If the current trend of sluggish import continues, the foreign exchange reserves can finance imports of about 21 months, the Nepal Rastra Bank (NRB) has said.
Gross foreign exchange reserves increased 8.3 percent to Rs892.07 billion as of mid-October 2015 from Rs823.87 billion as of mid-July 2015 as remittance continued to soar while imports slumped as a result of India-imposed trade embargo.
In the first three months of the fiscal year, imports dropped 31.9 percent to Rs130.49 billion from Rs191.72 billion in the same period a year ago.
“The current scenario of the foreign exchange reserves sustaining merchandise imports of 20.8 months won’t remain the same if normal imports resume,” said Nara Bahadur Thapa, chief of NRB’s research department.
At the end of 2014-15, the foreign exchange reserves were enough for finance imports of 13 months.
Internationally, there is a practice of maintaining foreign exchange reserves enough for at least three months’ of imports, but Nepal has been recognising the necessity of maintaining the reserves for at least six months’ imports.
According to Thapa, even during normal situation, having larger foreign exchange reserves is not good as it suggest the state’s low capacity to mobilize foreign exchange in economic development.
As remittance inflow has been surging against an import slump, the reserves continued to soar, according to NRB. The remittance jumped 24 percent to Rs166.42 billion in the review period.
“Remittance, not tourism earnings or exports income, is the main source of foreign exchange.

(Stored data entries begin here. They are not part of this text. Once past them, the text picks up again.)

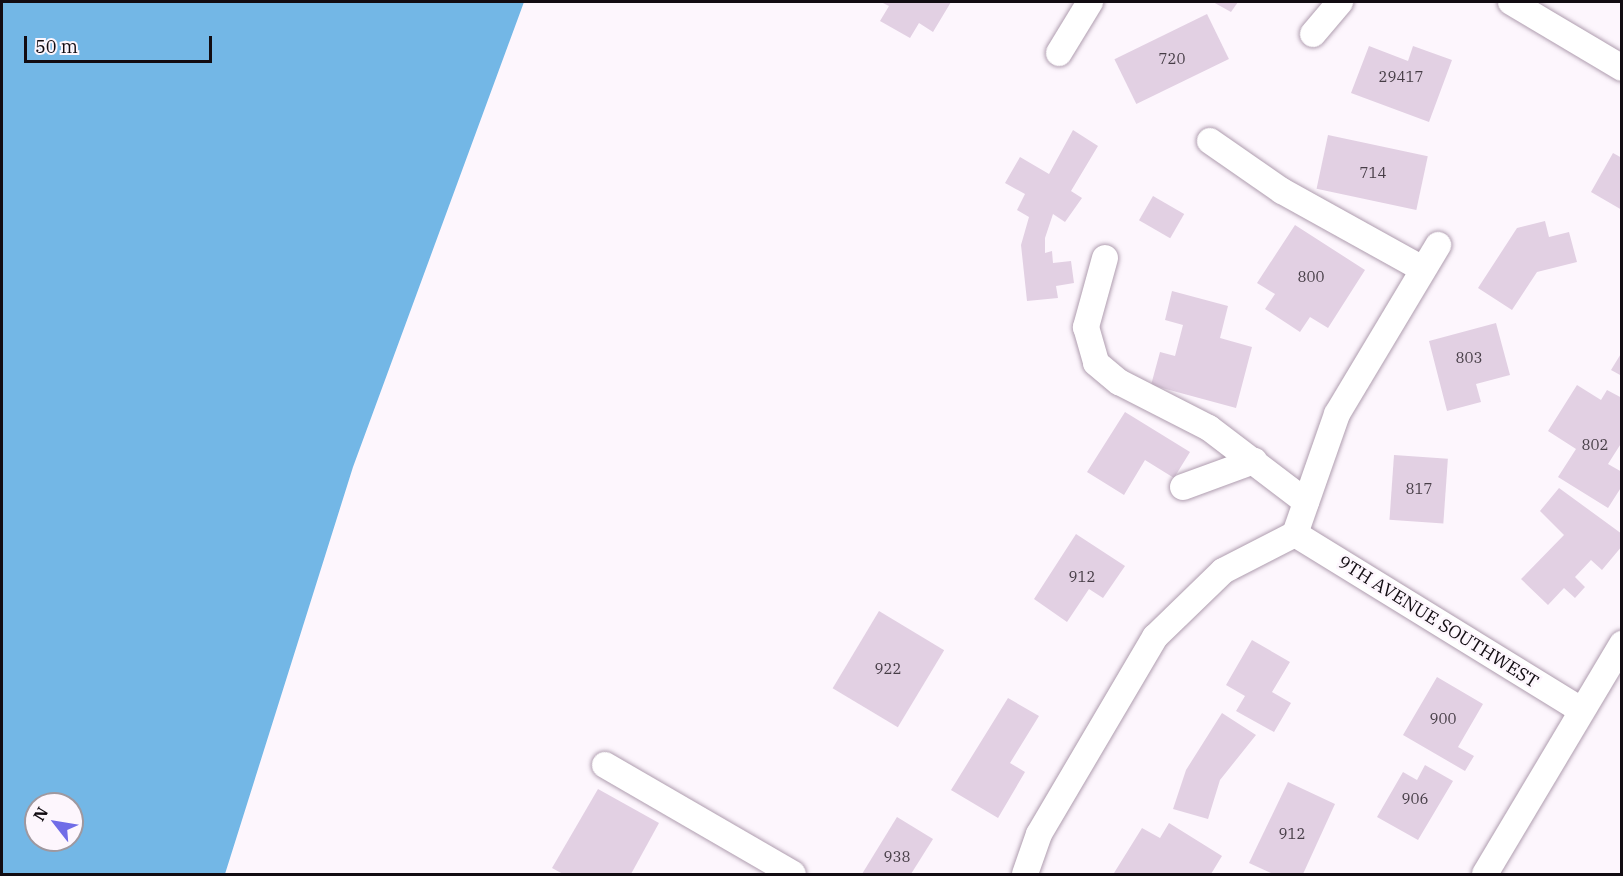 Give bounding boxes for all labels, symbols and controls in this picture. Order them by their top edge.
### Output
scale bar [27,24,214,62]
text: 50 m [35,35,78,58]
house number: 720 [1159,50,1185,68]
house number: 29417 [1379,68,1423,86]
house number: 714 [1360,164,1386,182]
house number: 800 [1298,268,1324,286]
house number: 803 [1456,349,1482,367]
house number: 802 [1582,436,1608,454]
house number: 817 [1406,480,1432,498]
street label: 9TH AVENUE SOUTHWEST [1334,551,1542,693]
house number: 912 [1069,568,1095,586]
house number: 922 [875,660,901,678]
house number: 900 [1430,710,1456,728]
house number: 906 [1402,790,1428,808]
north arrow [24,792,84,852]
text: N [28,803,52,824]
house number: 912 [1279,825,1305,843]
house number: 938 [884,848,910,866]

It gives some comfort, but also suggests the availability of foreign exchange has not been supportive to economic growth,” said Shankar Sharma, an economist. He said foreign exchange is also not being used to import essential imports to support the growth such as energy and raw materials. “This suggests the economy is facing a crisis,” he said.

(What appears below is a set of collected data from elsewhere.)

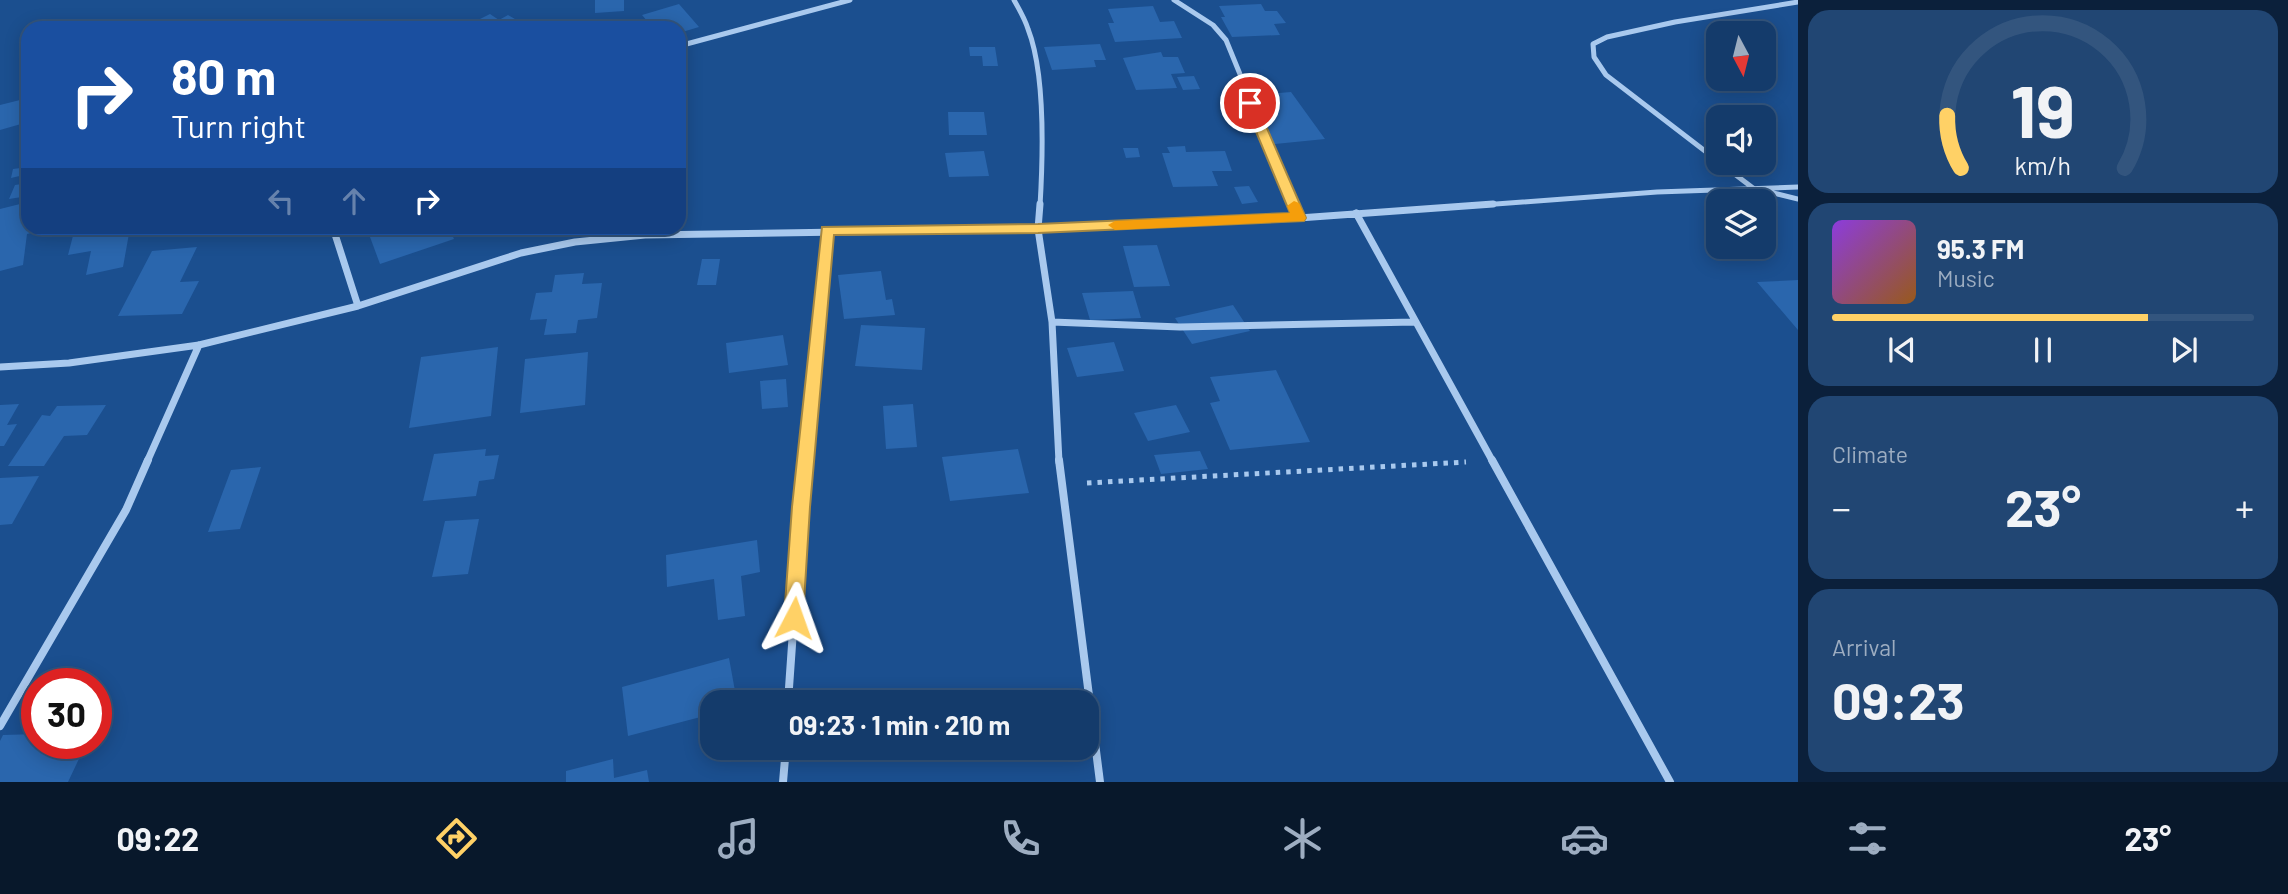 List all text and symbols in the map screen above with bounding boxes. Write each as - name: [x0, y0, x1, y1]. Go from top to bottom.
- north arrow: [1706, 21, 1776, 91]
- map controls: [1706, 21, 1776, 259]
- text: 80 m: [171, 46, 276, 105]
- icon: right: [56, 49, 147, 140]
- text: 19: [2011, 65, 2075, 153]
- pin: [1220, 73, 1280, 133]
- icon: arrive: [1231, 84, 1269, 122]
- button: sound: [1706, 105, 1776, 175]
- text: Turn right: [171, 106, 306, 144]
- text: km/h: [2015, 149, 2071, 179]
- icon: left: [262, 182, 300, 220]
- icon: ahead: [335, 182, 373, 220]
- icon: right: [408, 182, 446, 220]
- button: layers: [1706, 189, 1776, 259]
- text: 95.3 FM: [1937, 233, 2024, 264]
- text: Music: [1937, 264, 1995, 292]
- icon: previous: [1883, 331, 1921, 369]
- icon: pause: [2024, 331, 2062, 369]
- icon: next: [2165, 331, 2203, 369]
- text: Climate: [1832, 440, 1908, 468]
- text: 23°: [2005, 475, 2081, 537]
- text: −: [1832, 484, 1851, 530]
- text: +: [2235, 484, 2254, 530]
- position arrow: [757, 581, 831, 655]
- text: Arrival: [1832, 633, 1896, 661]
- speed limit sign: 30: [21, 668, 112, 759]
- text: 09:23: [1832, 668, 1965, 730]
- text: 09:23 · 1 min · 210 m: [789, 709, 1010, 740]
- icon: directions: [432, 814, 481, 863]
- icon: music: [714, 814, 763, 863]
- icon: phone: [996, 814, 1045, 863]
- icon: climate: [1278, 814, 1327, 863]
- icon: car: [1560, 814, 1609, 863]
- icon: filters: [1843, 814, 1892, 863]
- text: 09:22: [117, 819, 199, 857]
- text: 23°: [2125, 819, 2171, 857]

In the first three months, petroleum imports slumped by 57.8 percent, according to the Trade and Export Promotion Centre (TEPC). The imports decreased to Rs1.53 billion in the third month of the fiscal year from Rs6.86 billion in the first month.
Industries in Tarai have largely remained closed due to long-running banda, while hill-based industries have not been operating at full capacities due to the shortage of raw materials.
The government has estimated about 2 percent economic growth for this year. The rate may go further down if the current situation does not improve.
The central bank has, however, estimated negative growth of 1 percent if the India-imposed trade embargo remains until mid-January.